John Adams to John Quincy Adams

[salute] My dear Son

I received your Letter of the 15th. on the 18th. and that of the 18th. this moment, and am happy to find that you Spend So much Time and take so much Pleasure in Chancery and Parliament.
Present to Mr. Vaughan and Mr. Whiteford, my Thanks for their Politeness to you.
I want to know if the Books are on their Way. You Should tell me { 351 } Something of them in every Letter untill they are gone off, by Sea or Land.
Your Mothers Voyage is Such an Uncertainty that I would not have you wait longer, than the day you have fixed for your Departure. I know nothing in particular of the Young Gentleman you mention: But my Advice in general is to have a Care of Templars.1 You should remember I have no Secretary or Companion, and I cannot do without you.
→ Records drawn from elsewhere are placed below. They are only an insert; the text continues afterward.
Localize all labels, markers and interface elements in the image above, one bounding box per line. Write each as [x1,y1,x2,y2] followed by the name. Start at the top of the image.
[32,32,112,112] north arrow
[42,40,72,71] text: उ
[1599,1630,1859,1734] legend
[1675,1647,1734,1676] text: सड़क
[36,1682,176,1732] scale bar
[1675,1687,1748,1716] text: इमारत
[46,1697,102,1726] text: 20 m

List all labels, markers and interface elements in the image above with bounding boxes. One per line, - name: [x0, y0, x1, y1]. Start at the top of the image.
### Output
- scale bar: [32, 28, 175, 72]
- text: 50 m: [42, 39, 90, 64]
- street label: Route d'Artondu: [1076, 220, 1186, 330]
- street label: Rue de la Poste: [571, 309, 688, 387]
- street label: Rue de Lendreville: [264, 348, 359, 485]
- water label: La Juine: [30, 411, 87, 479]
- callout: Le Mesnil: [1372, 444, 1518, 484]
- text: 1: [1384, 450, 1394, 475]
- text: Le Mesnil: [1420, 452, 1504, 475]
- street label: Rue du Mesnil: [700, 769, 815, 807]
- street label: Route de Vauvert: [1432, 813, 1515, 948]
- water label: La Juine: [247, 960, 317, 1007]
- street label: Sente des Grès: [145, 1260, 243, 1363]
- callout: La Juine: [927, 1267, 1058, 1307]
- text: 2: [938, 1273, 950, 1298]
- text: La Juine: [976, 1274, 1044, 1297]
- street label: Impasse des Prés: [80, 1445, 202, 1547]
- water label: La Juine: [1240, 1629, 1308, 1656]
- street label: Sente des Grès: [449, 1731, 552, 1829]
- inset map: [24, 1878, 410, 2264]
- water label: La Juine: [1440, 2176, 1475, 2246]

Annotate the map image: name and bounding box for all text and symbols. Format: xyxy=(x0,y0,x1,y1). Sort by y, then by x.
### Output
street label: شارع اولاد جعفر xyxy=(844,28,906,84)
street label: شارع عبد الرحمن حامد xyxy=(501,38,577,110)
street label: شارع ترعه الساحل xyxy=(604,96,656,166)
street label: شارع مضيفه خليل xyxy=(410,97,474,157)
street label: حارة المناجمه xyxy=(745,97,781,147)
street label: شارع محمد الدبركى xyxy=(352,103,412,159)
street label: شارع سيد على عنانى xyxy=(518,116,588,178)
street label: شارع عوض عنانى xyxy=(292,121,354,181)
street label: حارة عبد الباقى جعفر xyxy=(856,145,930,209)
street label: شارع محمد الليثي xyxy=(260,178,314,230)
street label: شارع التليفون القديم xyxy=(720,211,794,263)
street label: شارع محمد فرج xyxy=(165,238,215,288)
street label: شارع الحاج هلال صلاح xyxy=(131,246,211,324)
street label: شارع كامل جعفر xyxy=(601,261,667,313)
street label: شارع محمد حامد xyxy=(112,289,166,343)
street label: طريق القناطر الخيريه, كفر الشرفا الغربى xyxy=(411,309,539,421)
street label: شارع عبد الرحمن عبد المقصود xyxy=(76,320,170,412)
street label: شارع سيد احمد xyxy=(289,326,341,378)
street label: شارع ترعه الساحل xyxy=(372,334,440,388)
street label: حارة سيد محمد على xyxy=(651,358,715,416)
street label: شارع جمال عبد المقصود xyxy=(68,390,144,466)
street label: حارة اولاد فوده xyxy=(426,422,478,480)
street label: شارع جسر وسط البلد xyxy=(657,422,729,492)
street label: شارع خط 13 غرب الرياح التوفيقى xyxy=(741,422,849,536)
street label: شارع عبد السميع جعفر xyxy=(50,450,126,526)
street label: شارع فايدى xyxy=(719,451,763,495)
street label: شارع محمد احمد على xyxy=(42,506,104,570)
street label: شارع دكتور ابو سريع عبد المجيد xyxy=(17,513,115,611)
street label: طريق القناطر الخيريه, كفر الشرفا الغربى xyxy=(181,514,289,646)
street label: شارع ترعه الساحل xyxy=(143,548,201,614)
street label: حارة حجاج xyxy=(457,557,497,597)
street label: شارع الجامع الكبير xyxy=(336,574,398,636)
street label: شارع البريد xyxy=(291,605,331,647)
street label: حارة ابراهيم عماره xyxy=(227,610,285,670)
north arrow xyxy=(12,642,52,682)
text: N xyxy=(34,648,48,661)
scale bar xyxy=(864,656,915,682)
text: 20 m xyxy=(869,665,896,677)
You may be here in 3 days from London, and if the Ladies arrive you may go again in 3 more, if Mr. Smith goes home.
Mr. Bingham and his Lady have been here and Spent a few Days with me. I introduced them to the Princess of Orange and the young Princess conversed with her, very agreably in English.2 Last Evening came an Invitation to them to sup at Court this night, but they went off on Saturday for Amsterdam.
You have had a Taste of the Eloquence of the Bar and of Parliament: but you will find Livy and Tacitus, more elegant, more profound and Sublime Instructors, as well as Quinctilian Cicero and Demosthenes.
There will be everlastingly a Demades and an Aeschines to plague a Demosthenes.3 Wherever a great able and Upright Man appears, there will be ever a Swarm of little, corrupt, weak or wicked ones, who will find among the People Such Numbers like themselves, as to form a Body capable of obstructing diverting and interrupting him, so that he will be able to serve the publick only now and then and generally by surprize and4 against their Will. Such will be the Fate of Mr. Pitt, if he persevers in the Line of Integrity he has taken.
This however Should not discourage, for Integrity is the only Line in which a Country can be greatly served.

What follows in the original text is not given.